Collected data entries
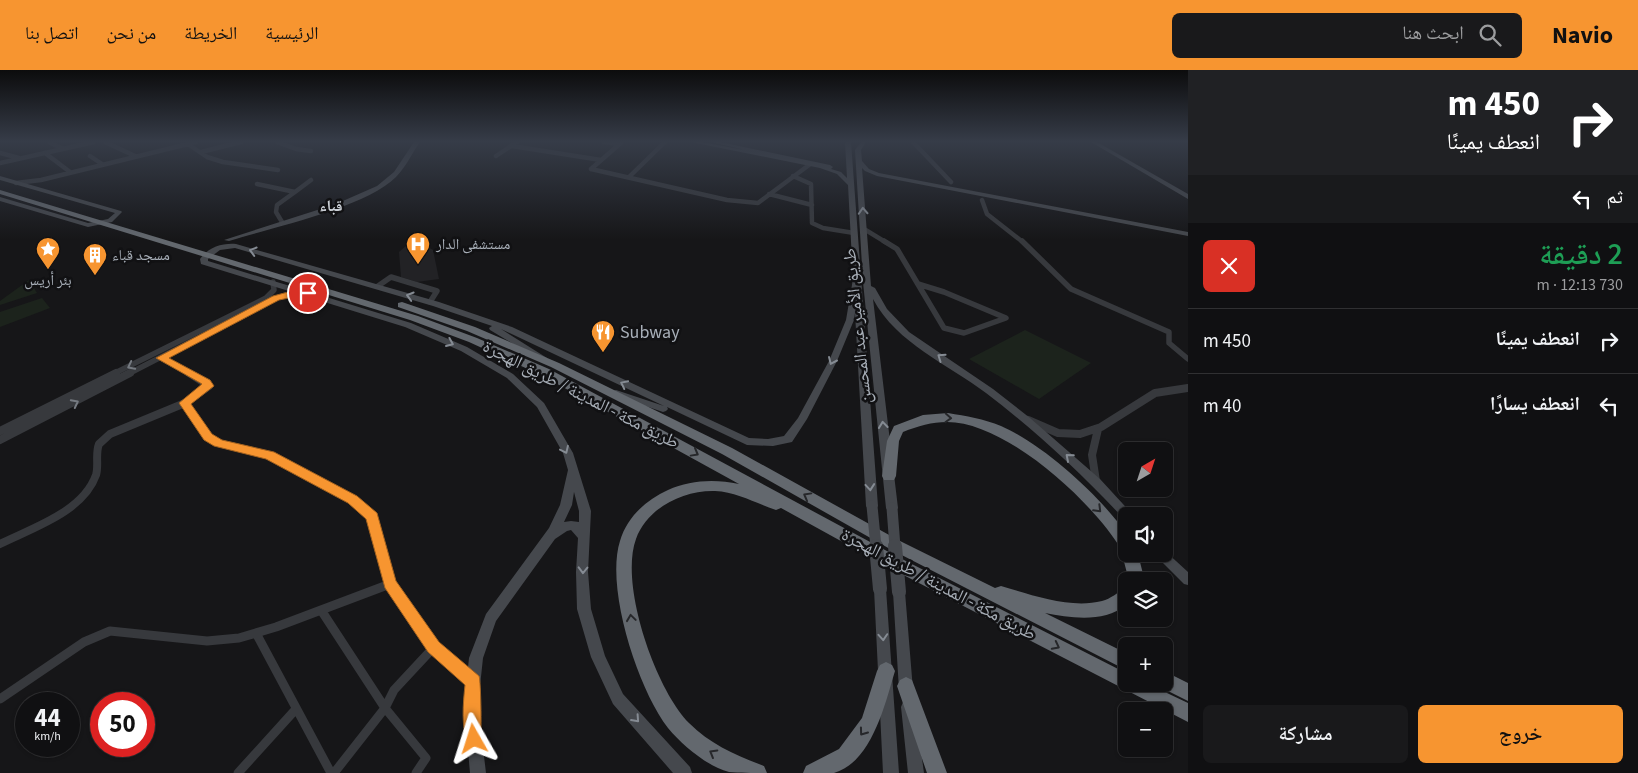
<!DOCTYPE html>
<html lang="ar">
<head>
<meta charset="utf-8">
<style>
  :root { --surface:#101012; --page:#19191b; --text:#f1f3f6; --muted:#9c9d9f; --line:#303032; --accent:#f79530 }
  body { margin:0; font-family:"Source Sans 3","Noto Naskh Arabic",sans-serif; background:var(--page); color:var(--text); direction:rtl; height:100vh; display:flex; flex-direction:column; font-size:19px; white-space:nowrap }
  * { box-sizing:border-box; margin:0 }
  p { font-size:16px; color:var(--muted) }
  .icon { flex:none; width:28px; height:28px; fill:none; stroke:currentColor; stroke-width:2; stroke-linecap:round; stroke-linejoin:round }
  .map { position:relative; flex:1; overflow:hidden; direction:ltr }
  .details { display:flex; flex-direction:column; background:var(--surface); width:450px }
  .details>* { flex:none }
  .guide { background:#202124; color:#fff; overflow:hidden }
  .needle { width:32px; rotate:39deg }
  .controls { position:absolute; left:1118px; top:372px; display:grid; gap:10px }
  .controls a { display:grid; place-items:center; width:55px; height:55px; border-radius:8px; background:var(--surface); box-shadow:0 1px 4px #0004,0 0 0 1px var(--line); font-size:25px }
  .speed { position:absolute; left:15px; top:622px; display:flex; gap:10px; font-size:25px; font-weight:700; text-align:center }
  .speed>* { display:grid; place-content:center; width:65px; height:65px; border-radius:50%; background:var(--surface); box-shadow:0 1px 4px #0004,0 0 0 1px var(--line); line-height:1 }
  .speed small { font-size:12px; font-weight:400 }
  .speed .limit { border:8px solid #d22; background:#fff; color:#111 }
  .pin { position:absolute; display:grid; place-items:center; width:42px; height:42px; color:#fff; margin:-21px; border:2px solid #fff; border-radius:50%; box-shadow:0 1px 5px #0007 }
  .me { position:absolute; width:55px; margin:-28px; rotate:354deg; stroke-linejoin:round; filter:drop-shadow(0 0 4px #0008) }
  .turn { display:flex; align-items:center; gap:18px; height:105px; padding:0 15px; font-size:22px }
  .turn .icon { width:65px; height:65px; stroke-width:2.5 }
  .turn b { display:block; font-size:35px; line-height:42px }
  .then { display:flex; align-items:center; height:48px; padding:0 15px; background:#0003; gap:10px; font-size:19px }
  .round { display:grid; place-items:center; flex:none; width:52px; height:52px; border-radius:8px; background:var(--page) }
  .headline { display:flex; align-items:center; justify-content:space-between; height:85px; padding:0 15px }
  h1 { font-size:30px; font-weight:600; line-height:38px; color:#1e9e55 }
  .action { display:flex; gap:10px; margin-top:auto; padding:10px 15px }
  .action a { flex:1; height:58px; border-radius:8px; background:var(--accent); color:#111; font-size:20px; font-weight:600; line-height:58px; text-align:center }
  .action a+a { background:var(--page); color:var(--text) }
  ul { padding:0; list-style:none }
  li { display:flex; align-items:center; gap:15px; height:65px; padding:0 15px; border-top:1px solid var(--line) }
  li div { flex:1 }
  li b { display:block; font-size:19px }
  li em { font-style:normal }
  header { display:flex; align-items:center; gap:30px; box-sizing:border-box; height:70px; padding:0 25px; background:var(--accent); color:#111 }
  header strong { font-size:24px }
  nav { display:flex; gap:28px; margin-inline-start:auto; font-size:18px }
  .search { width:350px; height:45px; background:var(--page); display:flex; align-items:center; gap:12px; box-sizing:border-box; padding:0 18px; border-radius:8px; color:var(--muted); font-size:19px }
  main { display:flex; flex:1; min-height:0 }
  .map>svg:first-child { display:block }
</style>
</head>
<body>
<header>
<strong>Navio</strong>
<div class="search"><svg class="icon" aria-label="search" viewBox="0 0 24 24"><circle cx="10" cy="10" r="6"/><path d="M15 15l6 6"/></svg>ابحث هنا</div>
<nav><a>الرئيسية</a><a>الخريطة</a><a>من نحن</a><a>اتصل بنا</a></nav>
</header>
<main>
<section class="details">
<div class="guide">
<div class="turn"><svg class="icon" aria-label="right" viewBox="0 0 24 24"><path d="M7 20v-9h11M14 6l5 5-5 5"/></svg><div><b>450 m</b>انعطف يمينًا</div></div>
<div class="then">ثم<svg class="icon" aria-label="left" viewBox="0 0 24 24"><path d="M17 20v-9H6M10 6l-5 5 5 5"/></svg></div>
</div>
<div class="headline"><div><h1>2 دقيقة</h1><p>730 m · 12:13</p></div><a class="round" style="background:#d93025;color:#fff"><svg class="icon" aria-label="close" viewBox="0 0 24 24"><path d="M6 6l12 12M18 6L6 18"/></svg></a></div>
<ul>
<li><svg class="icon" aria-label="right" viewBox="0 0 24 24"><path d="M7 20v-9h11M14 6l5 5-5 5"/></svg><div><b>انعطف يمينًا</b></div><em>450 m</em></li>
<li><svg class="icon" aria-label="left" viewBox="0 0 24 24"><path d="M17 20v-9H6M10 6l-5 5 5 5"/></svg><div><b>انعطف يسارًا</b></div><em>40 m</em></li>
</ul>
<div class="action"><a>خروج</a><a>مشاركة</a></div>
</section>
<div class="map">
<svg width="1188" height="703" viewBox="0 0 1188 703">
  <rect width="100%" height="100%" fill="#161618"/>
  <path fill="#222225" d="M414 169 433 180 439 209 417 212 401 207 399 182Z"/>
  <path fill="#1c231c" d="M29 210 37 223 0 235V231Z
    M42 228 50 238 0 257V242Z
    M1025 260 1091 293 1039 329 969 289Z"/>
  <g fill="none" stroke-linecap="round" stroke-linejoin="round">
    <path stroke="#37393d" stroke-width="4.5" d="M49 72 63 79
      M105 72 135 86
      M277 72 296 79 311 81
      M604 72 619 74
      M913 72 951 112
      M188 74 207 87 223 92 278 100
      M512 76 601 90
      M201 82 241 72
      M0 83 19 88
      M45 83 70 102
      M90 86 102 94
      M496 86 517 72
      M0 93 94 72
      M591 99 727 130 758 133 809 95
      M591 99 622 72
      M793 106 811 114 812 153 823 158 854 163
      M629 107 665 72
      M16 113 41 110 196 72
      M257 114 295 122 277 135 276 142 282 152
      M295 122 311 110
      M769 124 812 135
      M982 130 987 144 1024 173
      M864 159 887 173"/>
    <path stroke="#37393d" stroke-width="5.5" d="M884 171 897 179 944 258 964 263 1006 248 944 222 918 214
      M1022 171 1071 219 1169 262V273L1188 289
      M378 216 391 207 437 221 430 232
      M161 288 191 304
      M113 304 266 228 274 220 273 212
      M128 304 276 228 292 223H304"/>
    <path stroke="#37393d" stroke-width="8" d="M185 333 208 367 218 373 270 385 353 430 372 447 380 477
      M1028 350 1058 363 1080 364 1101 357 1155 323 1188 318
      M0 361 116 303
      M0 370 130 303
      M1096 411 1092 385 1098 359
      M0 474C32 458 83 442 96 405 99 395 95 384 99 374L110 364 185 333 209 316 189 303"/>
    <path stroke="#37393d" stroke-width="9" d="M380 476 390 514 434 577 473 611
      M321 540 385 638 426 688 416 703
      M256 563 331 703
      M0 629 84 572 110 561 207 571 239 568 276 557 390 514
      M238 703 296 639
      M334 703 385 638 394 620 434 577"/>
    <path fill="#45484d" fill-rule="evenodd" d="M414 72H420C412 83 406 97 396 107 365 138 273 157 229 171L224 170 336 134 377 116 394 102Z
      M691 72H701L745 80 711 72H720L830 95 833 97 831 99 841 102 847 108 845 72H851L878 436 876 439 872 440 868 439 866 436 855 243 854 250 837 291 807 349 792 372 773 376 747 375 667 337 668 339 666 341 663 342 613 325 611 323 613 321 616 320 664 336 501 259 547 288 546 290H540L490 260 489 258 492 256 433 236 235 178 220 180 208 189V191L411 253 467 277 513 304 544 333 573 383 591 441 588 502 591 539 605 586 623 624 690 697 692 703H673L613 634 591 587 577 539 576 502 578 468 571 460 567 461 555 469 496 551 483 588 478 635 486 703H470L464 635 469 588 486 544 549 458 560 435 568 400 563 383 537 337 507 308 461 281 405 257 201 194 200 189C209 177 222 173 236 174L439 232 512 257 749 368 768 369 784 366 798 348 829 291 846 250 853 209 848 115 837 104 820 98ZM574 422 579 441V452L571 451 564 452 572 435Z
      M861 72H866L861 80 862 91 869 99 879 103 1188 162V166L877 106 865 101 862 98 871 216 875 218 887 239 909 262 993 319 1030 348 1100 409 1134 446H1126V450L1124 449C1082 404 1036 361 986 323 948 294 897 274 873 229L898 438 896 441 892 442 888 441 886 438 863 212 855 80Z
      M1091 72H1097L1188 124V129Z
      M0 106 121 141 122 142 112 152 88 157 0 131V127L88 153 108 149 115 143 0 110Z
      M1164 480 1188 502V515L1184 514 1158 488 1156 484H1164Z
      M880 513 885 515 886 519 899 703H883L874 519 875 515Z
      M899 516 904 518 905 522 913 620 911 625 906 627 901 625 899 620 893 522 894 518Z
      M908 630 913 632 915 637 924 703H908L901 637 903 632Z"/>
    <path fill="#63686e" fill-rule="evenodd" d="M0 120 418 246 477 268 549 299 898 487 1126 603V614H1148L1188 633V652L888 497 781 438 776 440C755 433 737 422 715 421 683 420 647 438 636 469 619 515 656 620 689 653 711 675 736 685 764 696L767 703C756 703 740 703 729 702 707 696 683 676 668 658 638 619 605 518 620 471 627 447 646 430 668 420 690 410 715 409 739 414L541 305 469 272 410 250 0 124Z
      M402 232 475 257 559 293 732 378 900 471 995 518 1001 516C1032 525 1070 539 1102 531 1111 529 1117 522 1126 519V535C1104 553 1071 548 1045 543L1126 583V600L890 479 722 384 551 297 467 261 398 237V233Z
      M948 343C966 346 984 349 1001 356 1044 375 1099 425 1126 463V484H1138L1144 508 1142 511H1126L1128 507 1122 484 1124 481 1121 479C1092 431 1006 352 947 352 932 352 918 356 903 362L899 371 896 406 894 410H884L882 406 887 371 894 356 923 345Z
      M886 592 892 595 895 601C885 634 872 692 834 703 825 703 812 703 803 703L806 696 839 679 862 648 877 601 880 595Z
      M1164 601 1188 613V631L1158 616 1157 614H1164Z
      M906 607 912 610 947 703H927L897 616 900 610Z"/>
    <path stroke="#45484d" stroke-width="11" d="M872 436 876 477
      M892 438 895 477"/>
    <path stroke="#45484d" stroke-width="14" d="M876 476 880 519
      M895 476 899 522"/>
  </g>
  <defs><path id="oneway-chevron" d="M-2-3.5L2.5 0L-2 3.5" fill="none" stroke-width="1.6" stroke-linecap="round" stroke-linejoin="round" transform="scale(1.25)"/></defs>
  <g stroke="#858b93">
    <use href="#oneway-chevron" transform="translate(863 141) rotate(-93)"/>
    <use href="#oneway-chevron" transform="translate(253 181) rotate(-164)"/>
    <use href="#oneway-chevron" transform="translate(410 226) rotate(-164)"/>
    <use href="#oneway-chevron" transform="translate(450 273) rotate(23)"/>
    <use href="#oneway-chevron" transform="translate(941 287) rotate(-145)"/>
    <use href="#oneway-chevron" transform="translate(832 291) rotate(114)"/>
    <use href="#oneway-chevron" transform="translate(624 314) rotate(-154)"/>
    <use href="#oneway-chevron" transform="translate(883 355) rotate(-96)"/>
    <use href="#oneway-chevron" transform="translate(565 380) rotate(65)"/>
    <use href="#oneway-chevron" transform="translate(1069 387) rotate(-139)"/>
    <use href="#oneway-chevron" transform="translate(870 417) rotate(85)"/>
    <use href="#oneway-chevron" transform="translate(583 500) rotate(91)"/>
    <use href="#oneway-chevron" transform="translate(883 567) rotate(86)"/>
    <use href="#oneway-chevron" transform="translate(636 649) rotate(48)"/>
  </g>
  <g stroke="#757a81">
    <use href="#oneway-chevron" transform="translate(131 296) rotate(153)"/>
    <use href="#oneway-chevron" transform="translate(75 333) rotate(-27)"/>
  </g>
  <g stroke="#26272a">
    <use href="#oneway-chevron" transform="translate(948 348) rotate(3)"/>
    <use href="#oneway-chevron" transform="translate(695 383) rotate(29)"/>
    <use href="#oneway-chevron" transform="translate(807 426) rotate(-151)"/>
    <use href="#oneway-chevron" transform="translate(1098 439) rotate(45)"/>
    <use href="#oneway-chevron" transform="translate(631 548) rotate(-98)"/>
    <use href="#oneway-chevron" transform="translate(1056 576) rotate(27)"/>
    <use href="#oneway-chevron" transform="translate(863 662) rotate(126)"/>
    <use href="#oneway-chevron" transform="translate(713 683) rotate(-150)"/>
  </g>
  <linearGradient id="sky" x2="0" y2="1"><stop stop-color="#0c0c0d"/><stop offset="0.42" stop-color="#363c48"/><stop offset="1" stop-color="#363c48" stop-opacity="0"/></linearGradient>
  <rect width="1188" height="170" fill="url(#sky)"/>
  <path fill="#f79530" stroke="#a1611f" d="M292 221 308 220 313 223 279 230 169 288 210 310 214 316 191 334 212 364 222 370 274 382 357 426 377 443 396 511 439 572 479 606C481 610 482 671 480 675L474 678 468 675C461 657 463 634 465 615L428 582 385 518 366 449 348 433 266 389 214 376 204 370 179 333 202 314 156 288 273 226Z"/>
  <defs>
    <g id="hospital-pin" transform="scale(1.25)"><path d="M0 17L-7.5 6A9.5 9.5 0 1 1 7.5 6Z" fill="#f79530" stroke="#111113"/><path d="M-5-5h3v3.5h4V-5h3V5h-3V1.5h-4V5h-3Z" fill="#fff"/></g>
    <g id="sight-pin" transform="scale(1.25)"><path d="M0 17L-7.5 6A9.5 9.5 0 1 1 7.5 6Z" fill="#f79530" stroke="#111113"/><path d="M0-6L1.8-2.2L6-1.7L2.9 1.2L3.7 5.4L0 3.3L-3.7 5.4L-2.9 1.2L-6-1.7L-1.8-2.2Z" fill="#fff"/></g>
    <g id="building-pin" transform="scale(1.25)"><path d="M0 17L-7.5 6A9.5 9.5 0 1 1 7.5 6Z" fill="#f79530" stroke="#111113"/><path d="M-4-6H4V6H1V3H-1V6H-4ZM-2.5-4.3h1.7v1.8h-1.7ZM.8-4.3h1.7v1.8H.8ZM-2.5-1h1.7V.8h-1.7ZM.8-1h1.7V.8H.8Z" fill="#fff"/></g>
    <g id="restaurant-pin" transform="scale(1.25)"><path d="M0 17L-7.5 6A9.5 9.5 0 1 1 7.5 6Z" fill="#f79530" stroke="#111113"/><path d="M-5-6h1v4h1v-4h1v4h1v-4h1v5L-1.5 .5V6h-2V.5L-5-1ZM5-6V6H3V1.5H1.5Q1.5-4 5-6Z" fill="#fff"/></g>
  </defs>
  <g fill-rule="evenodd">
    <use href="#hospital-pin" x="418" y="174"/>
    <use href="#sight-pin" x="48" y="179"/>
    <use href="#building-pin" x="95" y="185"/>
    <use href="#restaurant-pin" x="603" y="262"/>
  </g>
  <g text-anchor="middle" stroke-width="5" stroke-linejoin="round" paint-order="stroke">
    <g font-size="15" fill="#a8afb8" stroke="#111113" text-anchor="start">
      <text x="436" y="179">مستشفى الدار</text>
      <text x="112" y="190">مسجد قباء</text>
      <text x="48" y="215" text-anchor="middle">بئر أريس</text>
    </g>
    <g font-size="16" font-weight="bold" fill="#c9ced4" stroke="#111113">
      <text x="331" y="141">قباء</text>
    </g>
    <g font-size="18" fill="#a8afb8" stroke="#111113">
      <text transform="translate(857 256) rotate(-96)" y="6">طريق الأمير عبد المحسن</text>
      <text transform="translate(581 324) rotate(27)" y="6">طريق مكة - المدينة / طريق الهجرة</text>
      <text transform="translate(939 514) rotate(28)" y="6">طريق مكة - المدينة / طريق الهجرة</text>
    </g>
    <g font-size="18" fill="#a8afb8" stroke="#111113" text-anchor="start">
      <text x="620" y="268">Subway</text>
    </g>
  </g>
</svg>
<div class="controls">
<a><svg class="needle" viewBox="-14 -14 28 28"><path d="M0-13l5 13h-10z" fill="#e53935"/><path d="M0 13l5-13h-10z" fill="#9c9d9f"/></svg></a>
<a><svg class="icon" aria-label="sound" viewBox="0 0 24 24"><path d="M4 9h4l5-4v14l-5-4H4zM17 9q2 3 0 6"/></svg></a>
<a><svg class="icon" aria-label="layers" viewBox="0 0 24 24"><path d="M12 4l9 5-9 5-9-5zM3 14l9 5 9-5"/></svg></a>
<a>+</a>
<a>−</a>
</div>
<div class="speed"><div>44<small>km/h</small></div><div class="limit">50</div></div>
<div class="pin" style="left:308px;top:223px;background:#d93025"><svg class="icon" aria-label="arrive" viewBox="0 0 24 24"><path d="M6 21V4h12l-3 4 3 4H6"/></svg></div>
<svg class="me" style="left:474px;top:669px" viewBox="-20 -20 40 40"><path d="M0-17L14 15 0 8-14 15z" fill="#f79530" stroke="#fff" stroke-width="4"/></svg>
</div>
</main>
</body>
</html>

- ASSIGNMENT
Only a number is wanted here: the count of lines above that hold the word "radius".

- ANSWER TO THIS TASK
6